To address dependency management and guarantee a uniform development experience for all contributors, I propose a Docker-based development workflow. This approach involves providing a pre-configured Docker container that encapsulates all necessary dependencies for Hugo and Docsy, including Go and Node.js with the required libraries. Developers can then mount their local KIP source code directory into this Docker container.
This Dockerized setup offers a few benefits:
- Consistent Development Environment: Docker ensures that every developer works within an identical environment, eliminating "works on my machine" issues caused by differing dependency versions or operating system configurations.
- Simplified Dependency Management: The Docker image pre-installs and manages all dependencies, removing the burden from individual developers to set up and maintain their local environments. This simplifies onboarding for new contributors and reduces potential compatibility problems.
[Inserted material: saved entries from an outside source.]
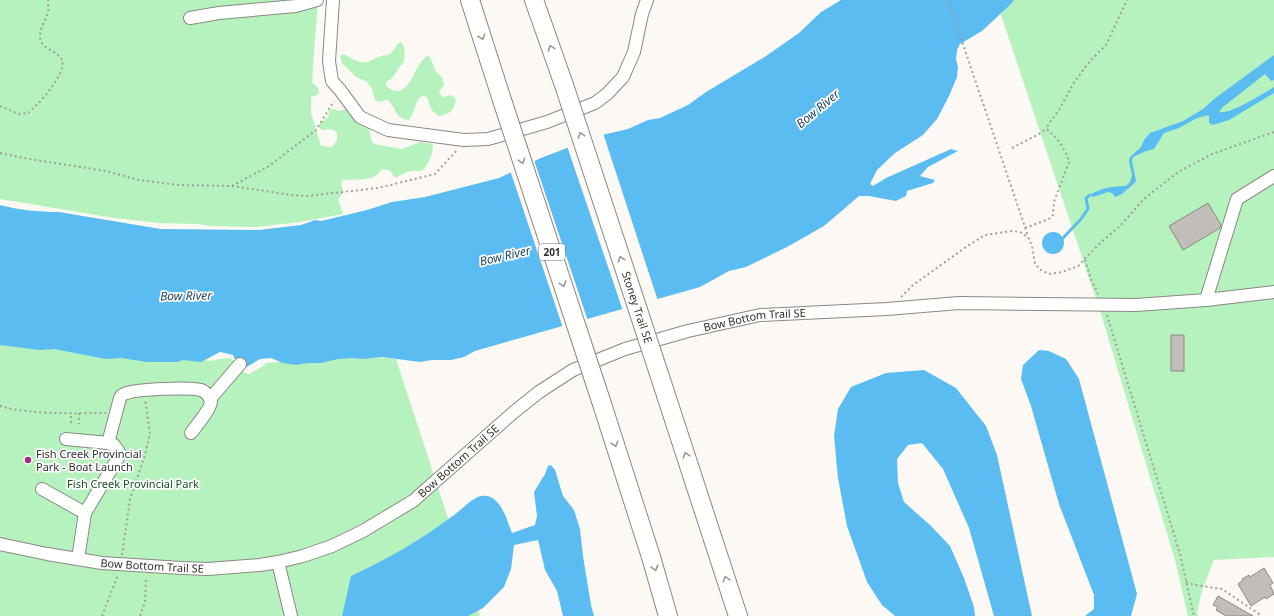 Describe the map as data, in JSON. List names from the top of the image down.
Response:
{
  "streets": {
    "highway": ["201", "Stoney Trail SE"],
    "street": ["Bow Bottom Trail SE"]
  },
  "water": ["Bow River"],
  "parks": ["Fish Creek Provincial Park"],
  "places": ["Fish Creek Provincial Park - Boat Launch"]
} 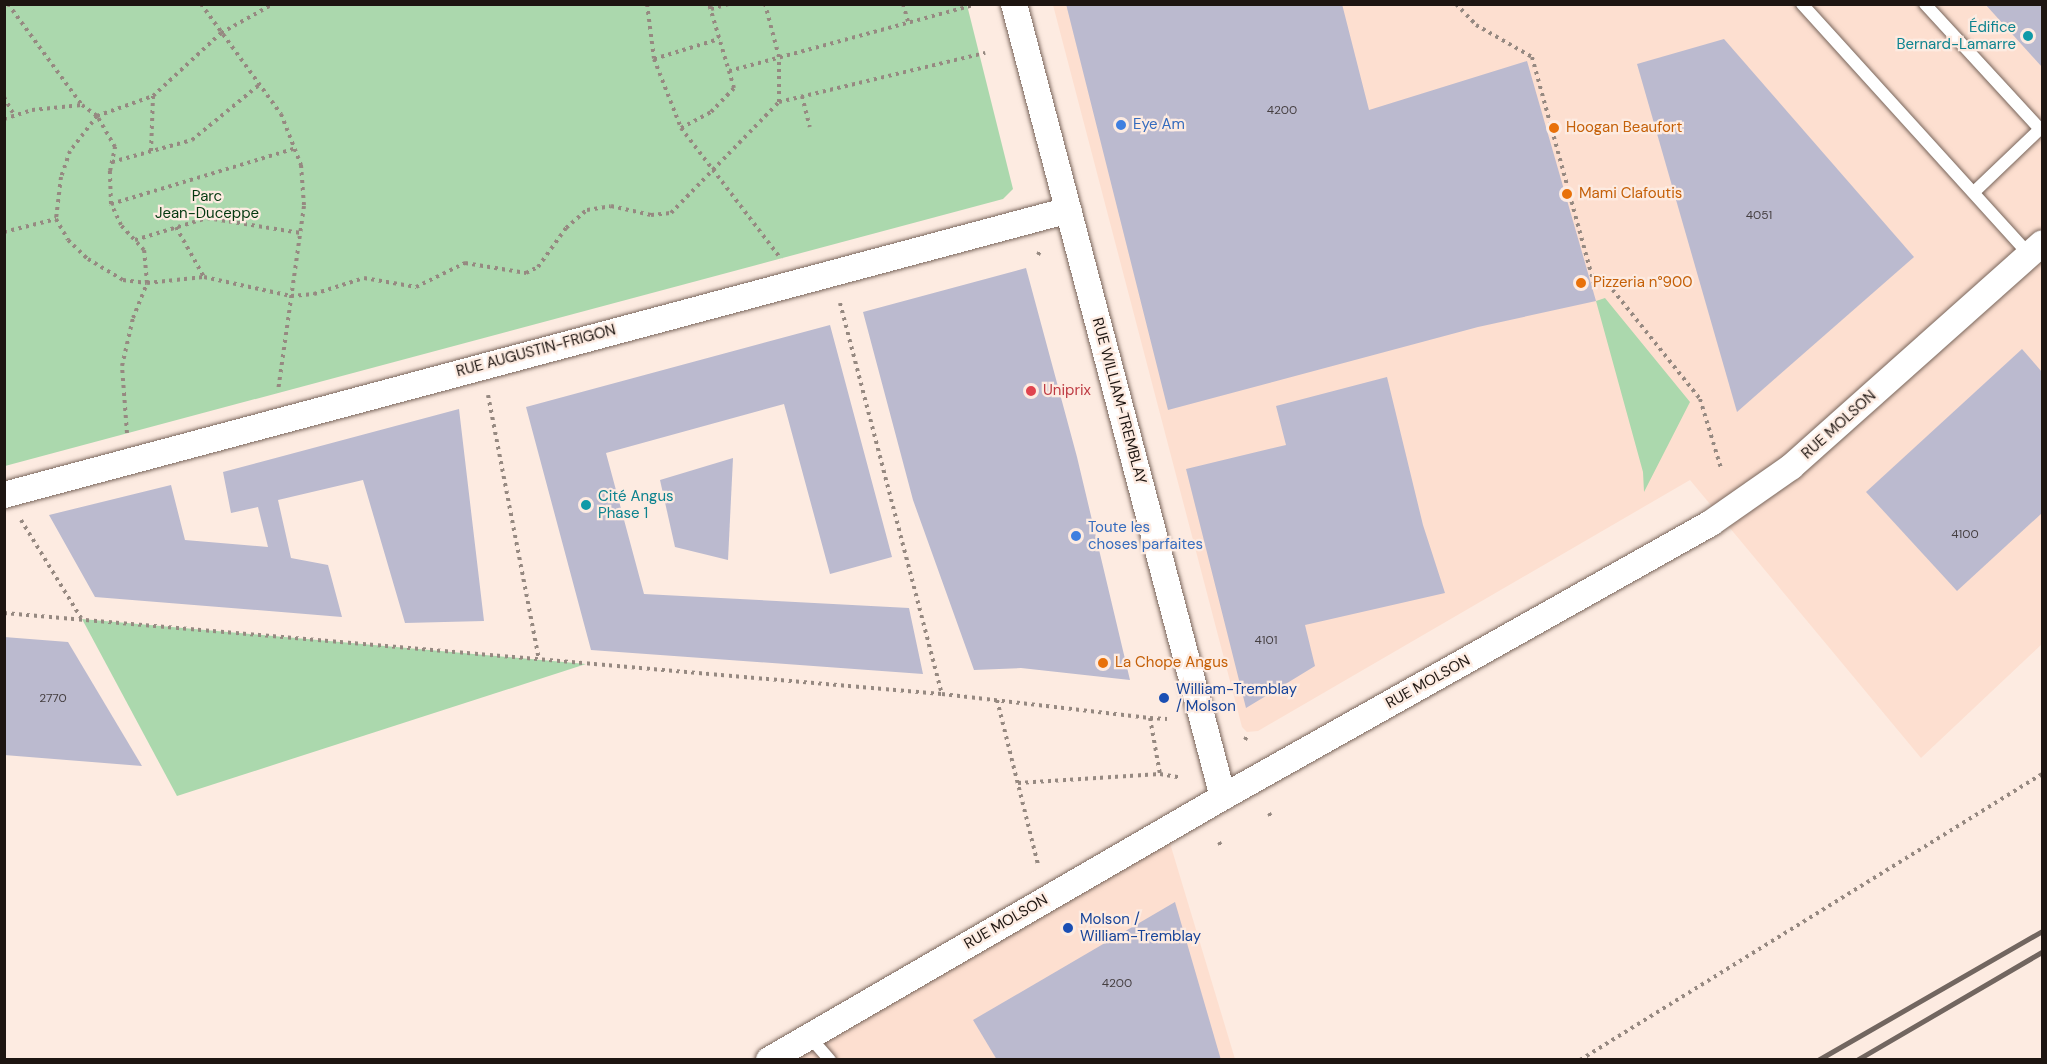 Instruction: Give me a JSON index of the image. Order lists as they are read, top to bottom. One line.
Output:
{"streets":{"street":["RUE AUGUSTIN-FRIGON","RUE WILLIAM-TREMBLAY","RUE MOLSON"]},"crossings":[["RUE AUGUSTIN-FRIGON","RUE WILLIAM-TREMBLAY"],["RUE WILLIAM-TREMBLAY","RUE MOLSON"]],"parks":["Parc Jean-Duceppe"],"places":["Édifice Bernard-Lamarre","Eye Am","Hoogan Beaufort","Mami Clafoutis","Pizzeria n°900","Uniprix","Cité Angus Phase 1","Toute les choses parfaites","La Chope Angus","William-Tremblay / Molson","Molson / William-Tremblay"],"house_numbers":["4200","4051","4100","4101","2770","4200"]} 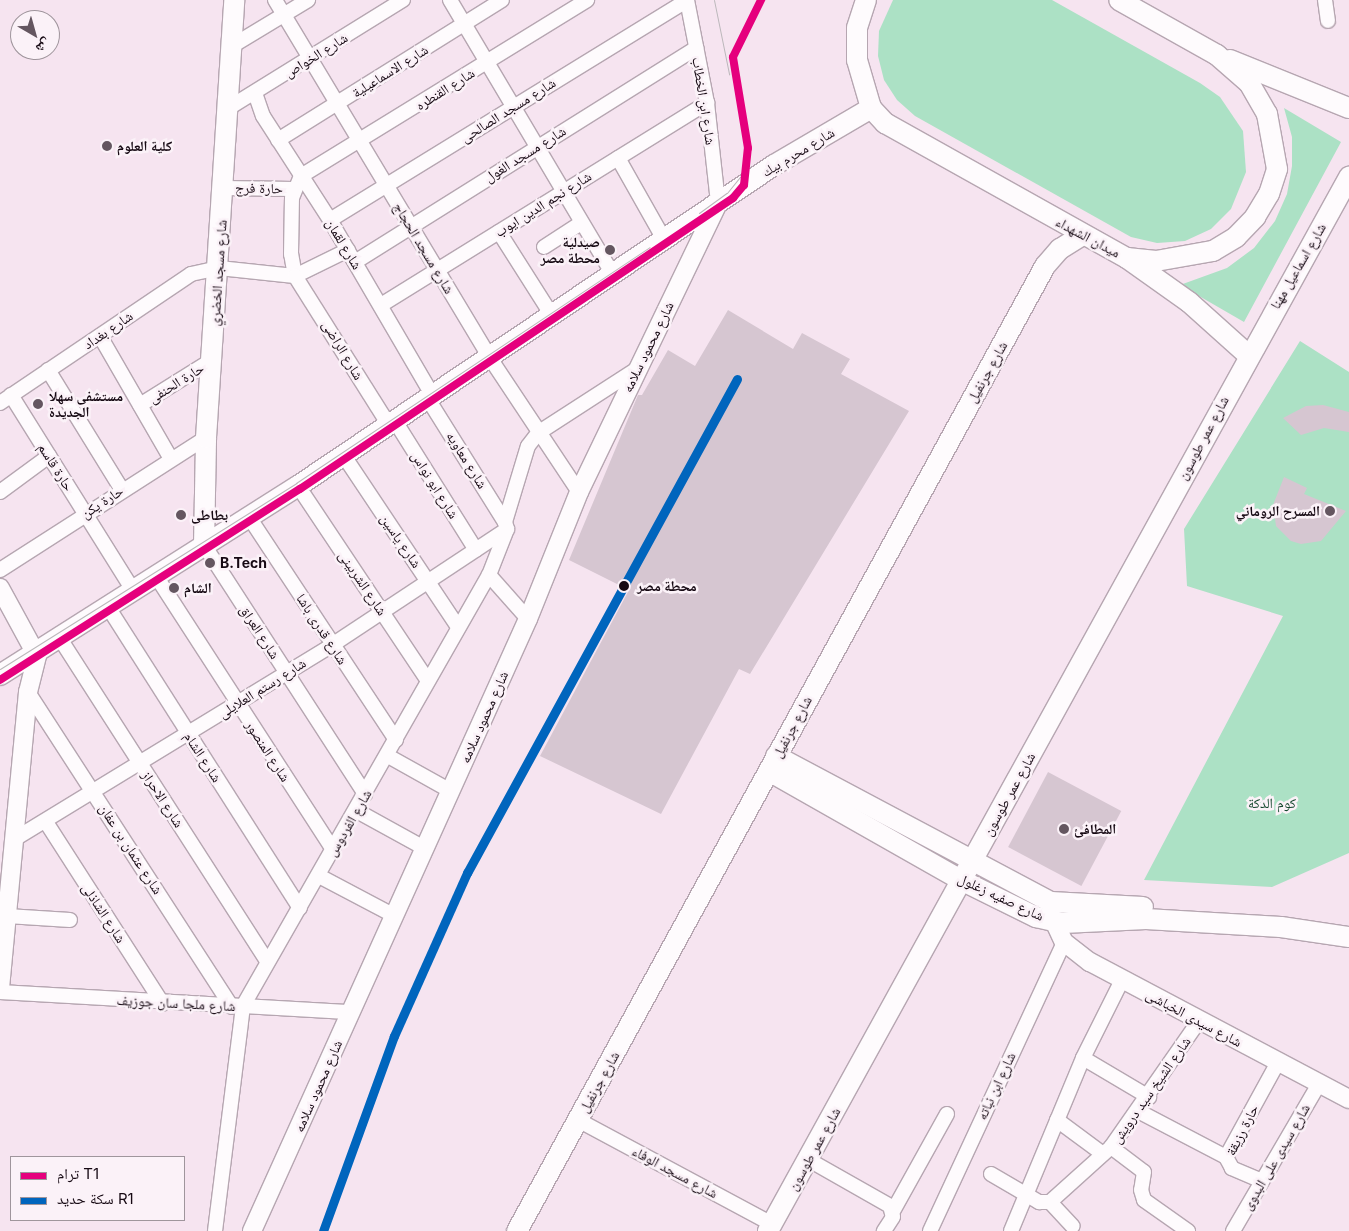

- Live Reload Support within Docker: Hugo's live reload functionality seamlessly integrates with the Dockerized environment. By mounting the local source directory into the container, Hugo running inside Docker can still monitor file changes and trigger browser refreshes on the host machine, preserving the rapid feedback loop essential for efficient development.
An example of this is in the prototype.
Furthermore, since we do not rely on any server side constructs for serving the website generated by hugo, what the developer sees during development lifecycle is what will be available in production.
Build and Deployment
Leverage hugo
and docsy
toolchain to generate static html website from markdown source. Package the website as a docker container and host it behind existing website serving infrastructure.
Prototype
To demonstrate the feasibility of this transition, I created a working prototype of the Apache Kafka documentation using Hugo and Docsy.
- Source code for the website: https://github.com/hvishwanath/kafka-site-md . Specifically “content/en” directory shows the markdown source with some refactoring for improved maintainability.
I wrote some automation to help with this: https://github.com/hvishwanath/ak2md
Compatibility, Deprecation, and Migration Plan
- Compatibility: This change is not expected to impact the compatibility of Apache Kafka itself. It only affects the documentation website.
- Deprecation: The existing HTML-based documentation website will be deprecated once the new Markdown-based version is launched.
- Migration Plan:
- Complete the conversion of any remaining HTML documentation to Markdown.
- Thoroughly test the migrated documentation to ensure accuracy and consistency.
- Deploy the new documentation website.
- Update any relevant links or references to the documentation.
Test Plan
Write automation to ensure all html source files are converted to markdown. Manual testing to ensure completeness, correctness and required functionality is present in the new website. Run broken link checker to verify that internal links within the documentation are correct.
Rejected Alternatives
Alternative Static Site Generators: While other static site generators exist, Hugo was chosen for its popularity, maturity, and strong community support. The Docsy theme aligns well with the needs of technical documentation.